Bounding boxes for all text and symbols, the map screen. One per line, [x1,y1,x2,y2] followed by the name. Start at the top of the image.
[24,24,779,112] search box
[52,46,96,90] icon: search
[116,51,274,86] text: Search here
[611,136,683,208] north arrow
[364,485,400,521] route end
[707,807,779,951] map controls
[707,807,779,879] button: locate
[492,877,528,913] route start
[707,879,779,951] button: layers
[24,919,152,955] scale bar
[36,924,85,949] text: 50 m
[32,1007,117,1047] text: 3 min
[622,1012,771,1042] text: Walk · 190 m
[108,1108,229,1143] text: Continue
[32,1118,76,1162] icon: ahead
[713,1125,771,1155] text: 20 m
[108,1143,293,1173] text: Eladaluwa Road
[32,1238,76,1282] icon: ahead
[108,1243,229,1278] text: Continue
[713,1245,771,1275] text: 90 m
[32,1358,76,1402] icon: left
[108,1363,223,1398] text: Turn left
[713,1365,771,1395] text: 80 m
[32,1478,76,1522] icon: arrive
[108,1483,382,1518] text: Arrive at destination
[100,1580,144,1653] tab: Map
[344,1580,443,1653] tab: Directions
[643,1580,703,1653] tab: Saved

________________

Word for word, repeat the records above.

REPLY TO THE EXERCISE
Bounding boxes for all text and symbols, the map screen. One per line, [x1,y1,x2,y2] followed by the name. Start at the top of the image.
[24,24,779,112] search box
[52,46,96,90] icon: search
[116,51,274,86] text: Search here
[611,136,683,208] north arrow
[364,485,400,521] route end
[707,807,779,951] map controls
[707,807,779,879] button: locate
[492,877,528,913] route start
[707,879,779,951] button: layers
[24,919,152,955] scale bar
[36,924,85,949] text: 50 m
[32,1007,117,1047] text: 3 min
[622,1012,771,1042] text: Walk · 190 m
[108,1108,229,1143] text: Continue
[32,1118,76,1162] icon: ahead
[713,1125,771,1155] text: 20 m
[108,1143,293,1173] text: Eladaluwa Road
[32,1238,76,1282] icon: ahead
[108,1243,229,1278] text: Continue
[713,1245,771,1275] text: 90 m
[32,1358,76,1402] icon: left
[108,1363,223,1398] text: Turn left
[713,1365,771,1395] text: 80 m
[32,1478,76,1522] icon: arrive
[108,1483,382,1518] text: Arrive at destination
[100,1580,144,1653] tab: Map
[344,1580,443,1653] tab: Directions
[643,1580,703,1653] tab: Saved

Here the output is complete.